Amazon's Echo Show can call any Echo, Echo Show, or Alexa-enabled Amazon app, but the company has never been a player in the communication space. Apple FaceTime doesn't work on Android. Google Home doesn't have a screen, and its messaging apps are a fragmented mess. But Facebook could connect video callers between any phone and a home speaker, plus it already knows who all your friends are.
Facebook could potentially earn money directly from selling a smart speaker. There could be a way to pipe ads into the screen, though it might feel obtrusive to have a changing billboard in your home. The social network already has TV apps that run on Android, Apple and Roku's TV hardware. Late last year Facebook admitted it planned to sell ads that would appear on its TV apps. A touch-screen smart speaker could be another place those ads run.
But if such a device got people browsing and messaging on Facebook more, it could lock them deeper into its ecosystem, where they'll inevitably see Facebook's ads on its smartphone.
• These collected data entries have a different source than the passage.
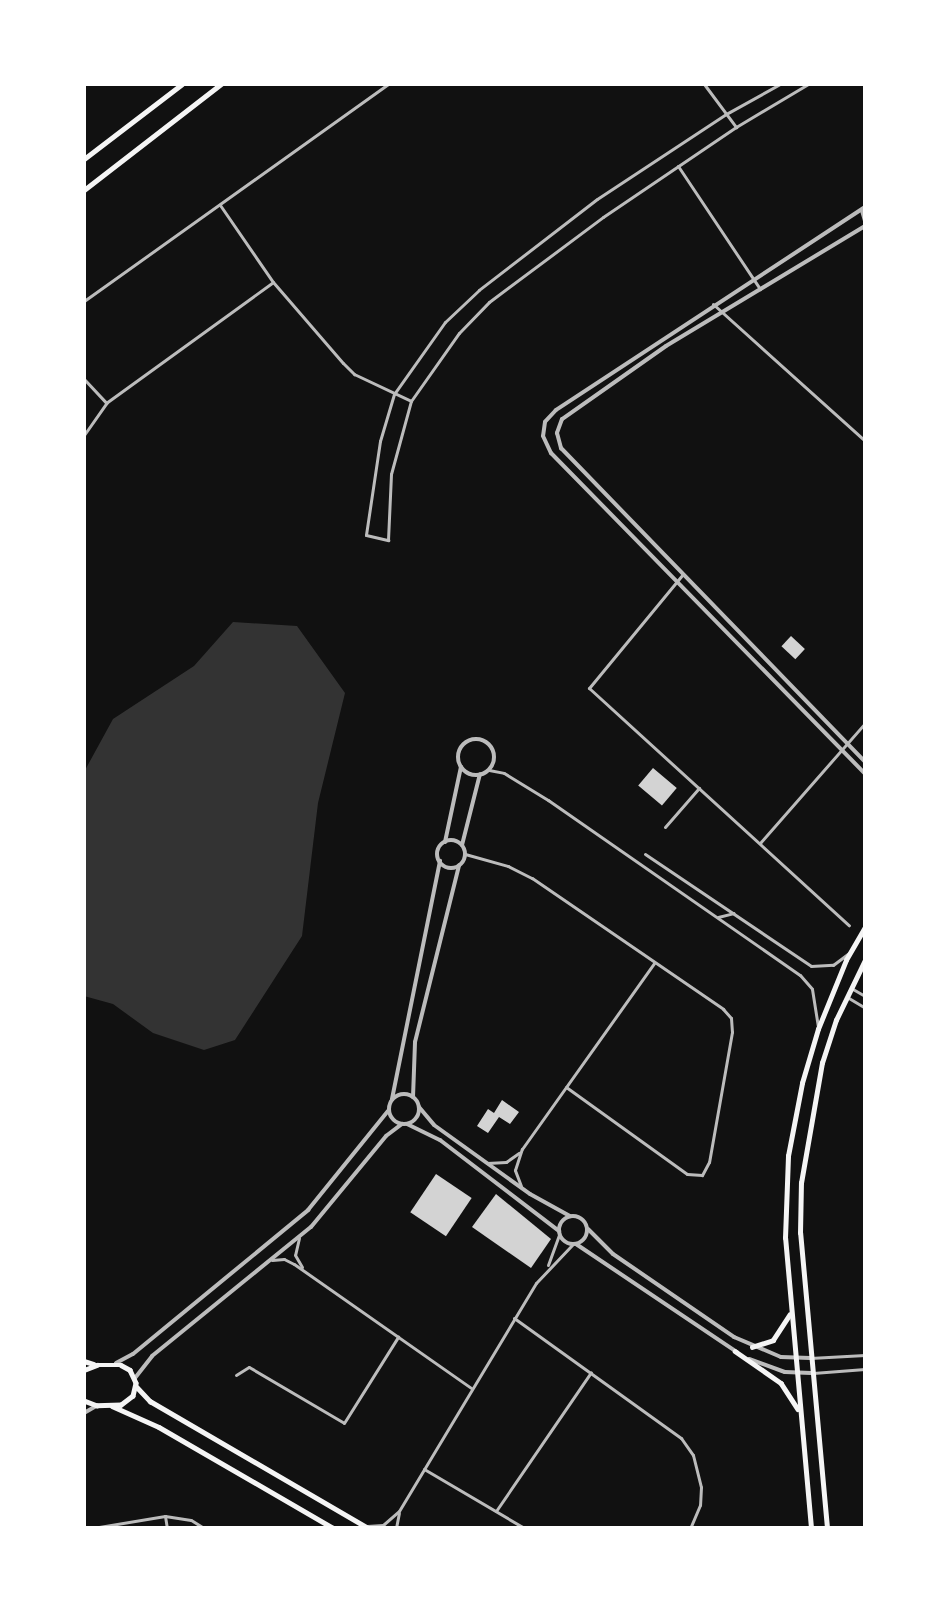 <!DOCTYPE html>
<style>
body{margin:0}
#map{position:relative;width:949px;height:1612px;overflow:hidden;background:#111;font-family:"Titillium Web",sans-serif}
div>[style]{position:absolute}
.water>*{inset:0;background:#333}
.building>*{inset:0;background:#d3d3d3;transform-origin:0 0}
.minor>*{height:3px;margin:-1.5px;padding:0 1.5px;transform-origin:1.5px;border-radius:1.5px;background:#bcbcbc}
.tertiary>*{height:4px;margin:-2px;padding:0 2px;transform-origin:2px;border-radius:2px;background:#bcbcbc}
.tertiary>.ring{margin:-2px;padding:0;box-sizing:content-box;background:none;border:4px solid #bcbcbc;border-radius:50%}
.secondary>*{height:4.5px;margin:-2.25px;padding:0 2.25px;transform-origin:2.25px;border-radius:2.25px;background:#f5f5f5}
span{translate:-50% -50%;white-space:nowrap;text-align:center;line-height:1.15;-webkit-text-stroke:6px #fff;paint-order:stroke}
.frame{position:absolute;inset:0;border:86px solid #fff;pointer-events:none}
</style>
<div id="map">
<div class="water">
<div style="clip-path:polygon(233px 622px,297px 626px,345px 693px,318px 803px,302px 936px,235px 1040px,204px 1050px,153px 1033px,113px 1004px,84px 996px,84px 772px,113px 719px,194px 666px)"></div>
</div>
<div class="building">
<div style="left:791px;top:636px;width:19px;height:14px;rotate:43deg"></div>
<div style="left:653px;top:768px;width:31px;height:23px;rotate:40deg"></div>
<div style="clip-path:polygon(502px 1100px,519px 1112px,510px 1124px,499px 1117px,488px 1133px,477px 1126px,488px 1109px,494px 1113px)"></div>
<div style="left:436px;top:1174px;width:43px;height:46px;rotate:34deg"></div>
<div style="clip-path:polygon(496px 1194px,551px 1239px,531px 1268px,472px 1227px)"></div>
</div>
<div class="minor">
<div style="left:704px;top:84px;width:54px;rotate:53.3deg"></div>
<div style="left:780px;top:84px;width:62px;rotate:150.9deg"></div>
<div style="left:726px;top:114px;width:154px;rotate:146.6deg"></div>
<div style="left:597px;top:199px;width:149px;rotate:142.4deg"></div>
<div style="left:479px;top:290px;width:47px;rotate:136.7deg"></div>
<div style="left:445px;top:322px;width:88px;rotate:125.3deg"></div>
<div style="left:394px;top:394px;width:49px;rotate:106.6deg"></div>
<div style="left:380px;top:441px;width:95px;rotate:98.5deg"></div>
<div style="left:366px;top:535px;width:23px;rotate:13deg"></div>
<div style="left:388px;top:540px;width:66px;rotate:-87.4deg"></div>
<div style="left:391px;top:474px;width:76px;rotate:-74.7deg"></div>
<div style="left:411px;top:401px;width:83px;rotate:-54.8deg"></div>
<div style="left:459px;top:333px;width:43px;rotate:-45.9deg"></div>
<div style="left:489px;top:302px;width:142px;rotate:-36.7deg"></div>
<div style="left:603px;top:217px;width:161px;rotate:-34.1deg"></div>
<div style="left:736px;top:127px;width:84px;rotate:-30.8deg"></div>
<div style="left:678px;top:166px;width:148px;rotate:56.3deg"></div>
<div style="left:220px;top:205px;width:93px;rotate:55.5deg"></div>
<div style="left:273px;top:282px;width:107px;rotate:49.2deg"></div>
<div style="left:343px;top:363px;width:16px;rotate:45deg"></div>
<div style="left:354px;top:374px;width:63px;rotate:25.3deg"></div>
<div style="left:861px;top:210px;width:15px;rotate:74deg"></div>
<div style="left:84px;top:301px;width:374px;rotate:-35.5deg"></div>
<div style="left:713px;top:304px;width:205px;rotate:42deg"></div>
<div style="left:84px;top:379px;width:33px;rotate:47deg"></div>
<div style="left:84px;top:435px;width:39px;rotate:-55deg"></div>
<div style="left:106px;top:403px;width:206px;rotate:-35.9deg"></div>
<div style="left:683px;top:574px;width:148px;rotate:129.5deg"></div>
<div style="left:589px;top:688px;width:352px;rotate:42.4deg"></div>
<div style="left:489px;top:770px;width:15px;rotate:11deg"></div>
<div style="left:504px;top:773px;width:52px;rotate:31.5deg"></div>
<div style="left:548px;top:800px;width:307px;rotate:34.8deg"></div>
<div style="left:800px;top:975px;width:18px;rotate:49deg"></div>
<div style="left:812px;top:989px;width:37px;rotate:81deg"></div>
<div style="left:665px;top:827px;width:52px;rotate:-48.9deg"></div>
<div style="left:760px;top:843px;width:159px;rotate:-48.8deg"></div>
<div style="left:465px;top:854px;width:45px;rotate:15.6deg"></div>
<div style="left:508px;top:866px;width:27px;rotate:27deg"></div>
<div style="left:532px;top:878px;width:232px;rotate:34.4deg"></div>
<div style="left:723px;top:1009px;width:12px;rotate:48deg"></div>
<div style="left:731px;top:1018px;width:14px;rotate:86deg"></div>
<div style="left:732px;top:1032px;width:132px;rotate:100deg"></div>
<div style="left:709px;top:1162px;width:15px;rotate:118deg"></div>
<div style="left:702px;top:1175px;width:15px;rotate:-176deg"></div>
<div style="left:687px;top:1174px;width:149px;rotate:-144.3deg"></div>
<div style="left:645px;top:854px;width:200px;rotate:34deg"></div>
<div style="left:811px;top:966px;width:22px;rotate:-3deg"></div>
<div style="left:833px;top:965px;width:20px;rotate:-37deg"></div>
<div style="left:718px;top:917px;width:16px;rotate:-14deg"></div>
<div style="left:851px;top:988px;width:16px;rotate:30deg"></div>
<div style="left:847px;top:997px;width:21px;rotate:31deg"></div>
<div style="left:487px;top:1163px;width:19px;rotate:-3deg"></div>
<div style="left:506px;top:1162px;width:16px;rotate:-35deg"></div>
<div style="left:521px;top:1186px;width:17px;rotate:-111deg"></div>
<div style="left:515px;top:1170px;width:22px;rotate:-72deg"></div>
<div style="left:522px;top:1149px;width:228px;rotate:-54.6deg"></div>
<div style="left:299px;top:1238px;width:17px;rotate:103deg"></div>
<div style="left:295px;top:1255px;width:14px;rotate:60deg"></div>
<div style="left:272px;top:1260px;width:12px;rotate:-5deg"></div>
<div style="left:284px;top:1259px;width:11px;rotate:27deg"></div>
<div style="left:294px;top:1264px;width:216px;rotate:35deg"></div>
<div style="left:548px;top:1265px;width:33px;rotate:-70deg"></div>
<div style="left:514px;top:1318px;width:206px;rotate:35.7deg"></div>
<div style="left:681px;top:1438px;width:21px;rotate:55deg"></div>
<div style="left:693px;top:1455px;width:33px;rotate:76deg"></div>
<div style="left:701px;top:1487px;width:18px;rotate:93deg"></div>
<div style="left:700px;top:1505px;width:25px;rotate:113deg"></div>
<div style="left:810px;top:1358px;width:55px;rotate:-3.1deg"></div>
<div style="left:813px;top:1373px;width:52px;rotate:-4.4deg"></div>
<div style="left:236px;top:1375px;width:15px;rotate:-32deg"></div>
<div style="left:249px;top:1367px;width:110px;rotate:30.5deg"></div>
<div style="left:344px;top:1423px;width:102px;rotate:-57.9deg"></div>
<div style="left:424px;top:1469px;width:116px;rotate:30.5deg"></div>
<div style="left:496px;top:1511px;width:168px;rotate:-55.6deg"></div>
<div style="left:165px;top:1516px;width:12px;rotate:81deg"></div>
<div style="left:367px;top:1526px;width:16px;rotate:-4deg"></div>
<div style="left:383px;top:1525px;width:21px;rotate:-41deg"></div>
<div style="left:399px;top:1511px;width:266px;rotate:-59deg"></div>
<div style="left:536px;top:1283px;width:54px;rotate:-46.5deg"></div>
<div style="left:93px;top:1528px;width:73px;rotate:-9.5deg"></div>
<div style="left:165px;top:1516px;width:26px;rotate:9deg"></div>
<div style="left:191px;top:1520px;width:15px;rotate:32deg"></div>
<div style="left:396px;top:1528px;width:15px;rotate:-79deg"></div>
</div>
<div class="tertiary">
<div style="left:865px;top:207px;width:370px;rotate:146.7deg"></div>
<div style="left:556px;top:410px;width:16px;rotate:133deg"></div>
<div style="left:545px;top:422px;width:14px;rotate:98deg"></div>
<div style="left:543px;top:436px;width:19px;rotate:65deg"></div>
<div style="left:551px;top:453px;width:449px;rotate:45.6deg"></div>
<div style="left:865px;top:226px;width:232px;rotate:148.9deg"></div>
<div style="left:666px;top:346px;width:127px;rotate:144.9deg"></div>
<div style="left:562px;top:419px;width:15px;rotate:110deg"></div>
<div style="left:557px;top:433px;width:16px;rotate:75deg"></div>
<div style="left:561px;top:448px;width:437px;rotate:45.9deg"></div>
<div class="ring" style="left:458px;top:739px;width:32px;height:32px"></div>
<div class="ring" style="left:437px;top:840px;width:24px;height:24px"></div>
<div style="left:445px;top:842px;width:77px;rotate:-78deg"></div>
<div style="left:462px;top:845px;width:73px;rotate:-75.8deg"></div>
<div class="ring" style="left:389px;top:1094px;width:26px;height:26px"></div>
<div style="left:413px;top:1097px;width:55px;rotate:-87.9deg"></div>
<div style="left:415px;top:1042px;width:182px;rotate:-76deg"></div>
<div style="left:392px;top:1099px;width:243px;rotate:-78.6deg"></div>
<div style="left:419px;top:1107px;width:23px;rotate:50deg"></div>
<div style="left:434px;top:1125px;width:118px;rotate:35.7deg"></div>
<div style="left:530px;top:1194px;width:46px;rotate:28.8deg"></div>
<div style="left:407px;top:1124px;width:37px;rotate:26deg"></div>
<div style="left:440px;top:1140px;width:150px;rotate:37.4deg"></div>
<div class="ring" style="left:559px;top:1216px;width:24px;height:24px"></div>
<div style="left:588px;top:1229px;width:35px;rotate:45deg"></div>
<div style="left:613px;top:1254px;width:147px;rotate:34.4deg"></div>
<div style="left:734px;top:1337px;width:51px;rotate:23.1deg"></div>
<div style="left:781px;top:1357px;width:29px;rotate:2deg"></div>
<div style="left:576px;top:1244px;width:194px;rotate:33.9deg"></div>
<div style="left:749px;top:1359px;width:38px;rotate:20deg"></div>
<div style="left:785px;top:1372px;width:26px;rotate:2deg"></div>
<div style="left:116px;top:1363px;width:19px;rotate:-28deg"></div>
<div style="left:133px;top:1354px;width:227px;rotate:-39.4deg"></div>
<div style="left:308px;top:1210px;width:127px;rotate:-51.1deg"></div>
<div style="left:135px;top:1378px;width:28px;rotate:-52deg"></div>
<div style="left:152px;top:1356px;width:205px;rotate:-39.1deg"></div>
<div style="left:311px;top:1227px;width:118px;rotate:-50.5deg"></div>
<div style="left:386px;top:1136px;width:20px;rotate:-37deg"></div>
<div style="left:84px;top:1413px;width:14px;rotate:-30deg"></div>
</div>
<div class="secondary">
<div style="left:84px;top:159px;width:123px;rotate:-37.4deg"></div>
<div style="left:84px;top:190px;width:173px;rotate:-37.7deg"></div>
<div style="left:752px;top:1347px;width:22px;rotate:-18deg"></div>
<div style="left:773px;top:1340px;width:30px;rotate:-57deg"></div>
<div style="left:735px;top:1351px;width:56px;rotate:34.8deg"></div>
<div style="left:781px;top:1383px;width:31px;rotate:57deg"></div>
<div style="left:84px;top:1361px;width:10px;rotate:17deg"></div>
<div style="left:84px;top:1370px;width:14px;rotate:-21deg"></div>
<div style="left:97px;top:1365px;width:24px"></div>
<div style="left:121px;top:1365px;width:10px;rotate:29deg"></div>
<div style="left:130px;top:1370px;width:14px;rotate:65deg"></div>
<div style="left:136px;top:1383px;width:13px;rotate:103deg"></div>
<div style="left:133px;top:1396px;width:15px;rotate:143deg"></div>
<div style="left:121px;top:1405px;width:24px;rotate:178deg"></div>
<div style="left:97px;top:1406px;width:14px;rotate:-159deg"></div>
<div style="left:136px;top:1386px;width:21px;rotate:47deg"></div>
<div style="left:150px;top:1401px;width:252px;rotate:30.2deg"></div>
<div style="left:112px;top:1406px;width:51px;rotate:24.1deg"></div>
<div style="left:159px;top:1427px;width:201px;rotate:30.1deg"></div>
<div style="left:811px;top:1528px;width:291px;rotate:-95.1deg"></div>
<div style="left:785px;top:1238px;width:82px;rotate:-87.9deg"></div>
<div style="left:788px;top:1156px;width:74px;rotate:-79.1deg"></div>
<div style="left:802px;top:1083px;width:56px;rotate:-73.5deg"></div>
<div style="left:818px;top:1029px;width:74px;rotate:-67.9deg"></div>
<div style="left:846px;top:960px;width:38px;rotate:-60deg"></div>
<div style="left:827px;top:1528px;width:296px;rotate:-95.2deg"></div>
<div style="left:800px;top:1233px;width:50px;rotate:-88.9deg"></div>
<div style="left:801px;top:1183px;width:122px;rotate:-80.1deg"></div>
<div style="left:822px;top:1063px;width:45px;rotate:-72deg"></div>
<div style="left:836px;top:1020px;width:67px;rotate:-64.2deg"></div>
</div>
<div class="frame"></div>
</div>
Regina Dugan, head of Facebook's Building 8 R&D lab
Facebook's Building 8 had been quiet since launching in 2016 under the helm of former Google ATAP leader Regina Dugan. At this year's Facebook F8 conference, Building 8 revealed it was working on a technology to let people type just by thinking, and another to help the visually impaired "hear" through their skin. Most recently, Business Insider reported that Facebook secured a patent for a modular hardware device that could be a phone, though that technology could let people snap extra components onto a smart speaker.
The one major missing piece for Facebook to succeed with a smart speaker is voice recognition technology. In September 2016, Facebook's head of Messenger David Marcus told me onstage at TechCrunch Disrupt that Facebook wasn't focused on voice technology, but it may have been secretly hard at work on voice tech or grown its interest since then. Facebook acquired voice command developer platform Wit.ai in 2015.
Marcus is already saying "Messenger is your virtual living room." Perhaps that was less of a lofty metaphor and more of a literal roadmap. If Facebook can build a gadget that releases its beloved News Feed and Messenger from the confines of your phone, and makes them accessible with a glance or word at any time, it may have found how to make us spend even more time on its social network.